Quatre Français sur dix disent s'intéresser à la primaire de la gauche. Certains parient sur une faible mobilisation, qui inévitablement profiterait à ceux qui ne veulent voir se déplacer que les derniers soutiens indéfectibles de la politique gouvernementale. Nous avons besoin que le peuple de gauche – à tout le moins une fraction importante de celui-ci – se mobilise pourtant en masse pour permettre tout à la fois de créer une dynamique de rassemblement et offrir une légitimité citoyenne suffisante pour affronter la droite et l'extrême droite. Fin novembre 2016, les Français ont démontré qu'ils savaient se saisir des occasions qui leur étaient données de donner leur avis. Il faut espérer qu'ils le fassent aussi les 22 et 29 janvier prochains ; je me risque à un objectif : vu l'état de la gauche, atteindre ou dépasser 1,5 millions électeurs serait un résultat encourageant.
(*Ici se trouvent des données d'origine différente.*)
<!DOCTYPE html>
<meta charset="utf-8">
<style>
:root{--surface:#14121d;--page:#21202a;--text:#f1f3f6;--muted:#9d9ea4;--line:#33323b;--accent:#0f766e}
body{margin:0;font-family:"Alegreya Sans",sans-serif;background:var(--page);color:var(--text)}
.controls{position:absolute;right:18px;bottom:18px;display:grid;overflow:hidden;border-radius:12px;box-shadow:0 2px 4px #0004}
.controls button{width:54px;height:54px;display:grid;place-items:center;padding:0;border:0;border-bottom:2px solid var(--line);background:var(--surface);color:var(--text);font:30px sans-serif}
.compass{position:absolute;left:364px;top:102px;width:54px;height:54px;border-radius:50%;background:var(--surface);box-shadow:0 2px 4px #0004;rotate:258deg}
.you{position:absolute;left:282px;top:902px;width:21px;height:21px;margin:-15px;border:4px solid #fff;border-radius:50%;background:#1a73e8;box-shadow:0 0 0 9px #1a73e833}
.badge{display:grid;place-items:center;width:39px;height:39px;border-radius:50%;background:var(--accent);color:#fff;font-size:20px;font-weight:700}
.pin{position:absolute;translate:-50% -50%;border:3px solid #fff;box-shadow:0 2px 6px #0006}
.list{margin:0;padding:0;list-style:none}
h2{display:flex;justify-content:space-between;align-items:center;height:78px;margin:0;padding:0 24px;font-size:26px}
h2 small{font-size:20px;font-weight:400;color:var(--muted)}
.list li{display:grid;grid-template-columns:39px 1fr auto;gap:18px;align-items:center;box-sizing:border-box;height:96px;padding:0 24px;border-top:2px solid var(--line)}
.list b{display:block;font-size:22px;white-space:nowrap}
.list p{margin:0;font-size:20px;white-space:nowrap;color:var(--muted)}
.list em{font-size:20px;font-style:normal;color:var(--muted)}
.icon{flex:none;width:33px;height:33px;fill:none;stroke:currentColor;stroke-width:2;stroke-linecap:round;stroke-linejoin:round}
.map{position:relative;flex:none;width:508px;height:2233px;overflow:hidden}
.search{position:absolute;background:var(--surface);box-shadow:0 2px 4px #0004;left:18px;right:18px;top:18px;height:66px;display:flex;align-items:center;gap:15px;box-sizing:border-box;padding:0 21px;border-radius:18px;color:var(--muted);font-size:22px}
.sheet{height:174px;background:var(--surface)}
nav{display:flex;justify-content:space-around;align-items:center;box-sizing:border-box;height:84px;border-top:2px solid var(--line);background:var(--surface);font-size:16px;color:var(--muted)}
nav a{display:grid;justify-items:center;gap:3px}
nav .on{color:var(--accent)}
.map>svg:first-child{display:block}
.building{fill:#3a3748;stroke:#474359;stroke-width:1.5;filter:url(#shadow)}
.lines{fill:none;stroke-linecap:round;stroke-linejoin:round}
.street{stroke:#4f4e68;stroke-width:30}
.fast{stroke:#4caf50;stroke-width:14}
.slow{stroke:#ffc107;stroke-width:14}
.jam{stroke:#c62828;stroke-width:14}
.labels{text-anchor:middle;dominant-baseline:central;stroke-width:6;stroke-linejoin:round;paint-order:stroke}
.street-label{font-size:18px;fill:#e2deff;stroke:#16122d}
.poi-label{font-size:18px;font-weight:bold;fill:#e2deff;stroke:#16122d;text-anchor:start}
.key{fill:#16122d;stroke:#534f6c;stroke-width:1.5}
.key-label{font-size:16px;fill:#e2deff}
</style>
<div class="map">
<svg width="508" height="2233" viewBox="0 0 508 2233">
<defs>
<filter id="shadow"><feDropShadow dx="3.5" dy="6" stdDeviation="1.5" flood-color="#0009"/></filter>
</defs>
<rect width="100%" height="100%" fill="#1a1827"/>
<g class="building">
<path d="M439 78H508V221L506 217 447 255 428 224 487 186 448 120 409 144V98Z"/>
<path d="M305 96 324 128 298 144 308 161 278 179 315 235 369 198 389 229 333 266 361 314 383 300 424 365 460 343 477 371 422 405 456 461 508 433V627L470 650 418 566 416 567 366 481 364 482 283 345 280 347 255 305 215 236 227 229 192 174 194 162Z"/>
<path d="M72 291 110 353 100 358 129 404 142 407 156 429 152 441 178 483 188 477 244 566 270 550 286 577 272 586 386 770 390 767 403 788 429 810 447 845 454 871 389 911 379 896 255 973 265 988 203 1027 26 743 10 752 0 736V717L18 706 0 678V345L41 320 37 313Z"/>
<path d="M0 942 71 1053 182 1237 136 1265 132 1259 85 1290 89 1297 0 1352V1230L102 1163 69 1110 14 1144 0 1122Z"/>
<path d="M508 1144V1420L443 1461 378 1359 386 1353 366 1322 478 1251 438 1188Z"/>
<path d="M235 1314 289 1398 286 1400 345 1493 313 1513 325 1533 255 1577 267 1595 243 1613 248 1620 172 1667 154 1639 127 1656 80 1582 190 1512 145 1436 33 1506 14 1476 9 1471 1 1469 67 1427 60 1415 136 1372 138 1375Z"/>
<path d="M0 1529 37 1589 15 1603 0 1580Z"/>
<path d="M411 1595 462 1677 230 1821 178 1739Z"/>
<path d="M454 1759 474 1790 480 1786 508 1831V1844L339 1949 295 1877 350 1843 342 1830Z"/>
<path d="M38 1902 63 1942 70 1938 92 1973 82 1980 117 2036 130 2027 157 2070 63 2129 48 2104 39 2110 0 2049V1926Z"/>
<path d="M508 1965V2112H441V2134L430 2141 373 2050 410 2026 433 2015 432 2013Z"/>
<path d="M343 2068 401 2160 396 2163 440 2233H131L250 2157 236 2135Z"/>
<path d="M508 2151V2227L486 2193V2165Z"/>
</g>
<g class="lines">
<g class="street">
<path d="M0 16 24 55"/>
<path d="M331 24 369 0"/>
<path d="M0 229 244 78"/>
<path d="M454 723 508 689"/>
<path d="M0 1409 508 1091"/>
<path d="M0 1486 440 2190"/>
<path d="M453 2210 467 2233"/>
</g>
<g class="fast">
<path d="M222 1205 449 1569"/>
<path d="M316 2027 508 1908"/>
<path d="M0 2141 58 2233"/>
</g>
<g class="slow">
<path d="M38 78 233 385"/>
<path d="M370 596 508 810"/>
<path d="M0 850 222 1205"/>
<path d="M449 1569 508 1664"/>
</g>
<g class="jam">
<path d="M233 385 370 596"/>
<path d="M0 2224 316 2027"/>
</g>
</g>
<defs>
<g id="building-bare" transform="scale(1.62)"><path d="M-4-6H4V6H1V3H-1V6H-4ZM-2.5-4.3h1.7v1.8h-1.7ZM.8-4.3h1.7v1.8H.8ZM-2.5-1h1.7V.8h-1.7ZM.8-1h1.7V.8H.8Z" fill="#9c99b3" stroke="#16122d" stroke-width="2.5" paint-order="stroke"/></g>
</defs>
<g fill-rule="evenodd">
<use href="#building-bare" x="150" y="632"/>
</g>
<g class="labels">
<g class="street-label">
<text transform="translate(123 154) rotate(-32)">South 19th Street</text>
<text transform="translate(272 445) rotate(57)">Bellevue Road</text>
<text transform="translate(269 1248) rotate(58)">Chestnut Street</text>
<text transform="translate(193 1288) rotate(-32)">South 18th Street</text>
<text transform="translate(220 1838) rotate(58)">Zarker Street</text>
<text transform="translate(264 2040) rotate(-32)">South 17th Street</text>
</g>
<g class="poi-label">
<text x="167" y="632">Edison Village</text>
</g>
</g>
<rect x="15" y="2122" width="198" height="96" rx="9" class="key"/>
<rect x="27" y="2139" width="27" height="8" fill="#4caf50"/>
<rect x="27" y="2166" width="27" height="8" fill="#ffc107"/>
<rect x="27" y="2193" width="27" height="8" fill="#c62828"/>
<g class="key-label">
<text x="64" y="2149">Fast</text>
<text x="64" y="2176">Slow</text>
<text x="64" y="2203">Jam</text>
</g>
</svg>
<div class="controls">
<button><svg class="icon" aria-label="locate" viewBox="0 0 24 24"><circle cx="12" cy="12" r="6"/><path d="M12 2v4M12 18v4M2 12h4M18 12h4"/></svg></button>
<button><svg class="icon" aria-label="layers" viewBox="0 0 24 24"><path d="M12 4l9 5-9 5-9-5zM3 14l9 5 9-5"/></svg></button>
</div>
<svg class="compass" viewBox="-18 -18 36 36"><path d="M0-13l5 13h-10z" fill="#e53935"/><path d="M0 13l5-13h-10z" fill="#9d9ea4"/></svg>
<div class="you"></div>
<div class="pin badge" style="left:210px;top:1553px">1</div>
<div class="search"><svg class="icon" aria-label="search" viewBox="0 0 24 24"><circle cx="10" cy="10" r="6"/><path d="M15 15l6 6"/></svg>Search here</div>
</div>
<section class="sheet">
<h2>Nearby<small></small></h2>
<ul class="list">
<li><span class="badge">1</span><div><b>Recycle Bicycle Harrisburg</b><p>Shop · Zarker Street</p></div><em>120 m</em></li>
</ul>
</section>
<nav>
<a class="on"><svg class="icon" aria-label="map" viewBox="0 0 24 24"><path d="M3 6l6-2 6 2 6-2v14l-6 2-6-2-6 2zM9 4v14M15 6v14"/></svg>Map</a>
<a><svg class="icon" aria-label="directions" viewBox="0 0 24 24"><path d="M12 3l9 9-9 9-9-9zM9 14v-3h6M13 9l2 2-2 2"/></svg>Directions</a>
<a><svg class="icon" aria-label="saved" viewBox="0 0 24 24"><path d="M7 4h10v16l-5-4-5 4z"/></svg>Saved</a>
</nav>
Mais pour l'atteindre il faut convaincre les Français de la qualité de nos débats, de nos propositions, de notre éthique collective. Ce qui est difficile à réaliser si les débats s'enlisent encore comme ces dernières semaines sur les thématiques identitaires ou sur des considérations tactiques dignes de congrès du PS.
Un débat politique... pas un champ de foire
Je vais donc, après avoir peigné un tableau de la situation et des enjeux politiques de cette primaire, m'attacher à définir ce qui motive mes choix politiques de fond dans cette primaire.
Chacun sait que j'étais engagé intensément dans la campagne de Marie-Noëlle Lienemann ; elle a souhaité renoncer pour des raisons qui lui sont personnelles – bien que je considère toujours que son projet était le plus pertinent – au premier rang desquelles se trouve la volonté de ne pas en rajouter dans l'éparpillement des candidatures et de permettre le rassemblement de la gauche socialiste. Il me semble donc que pour atteindre l'objectif qu'elle pointait en se retirant, il n'est pas possible de rester silencieux : il faut s'engager et tâcher de faire gagner dans les urnes le projet qui s'en rapproche le plus.
C'est le choix que j'ai fait en rejoignant avec mes camarades de Maintenant la Gauche la campagne d'Arnaud Montebourg. Je ne prétendrai pas que j'ai toujours partagé la démarche du candidat du made in France – sinon je n'aurais pas préféré à l'origine Marie-Noëlle Lienemann – mais pour un certain nombre de sujets essentiels, sa démarche et son projet répondent à mes attentes, bien plus que tout autre candidat.
D'abord et avant tout construire un véritable rapport de force sur la construction européenne
Je crois que la question de la construction européenne est déterminante et qu'elle atteint aujourd'hui un point de non retour. Le projet d'unification européenne est une entreprise inédite, qui pouvait prétendre offrir un dépassement pacifique des nationalismes – pas des nations et du patriotisme – ; pour un militant socialiste, donc internationaliste, cette dimension est enthousiasmante... à condition qu'elle se réalise par et pour la souveraineté populaire, qu'elle la renforce même. Or depuis 1995, depuis le Traité d'Amsterdam et les suivants, la construction européenne s'est enlisée dans un modèle a-démocratique, parfaitement décrit par Emmanuel Todd dans son essai intitulé Après la Démocratie (2008), soumis tout entier au concept technocratique de l'ordo-libéralisme.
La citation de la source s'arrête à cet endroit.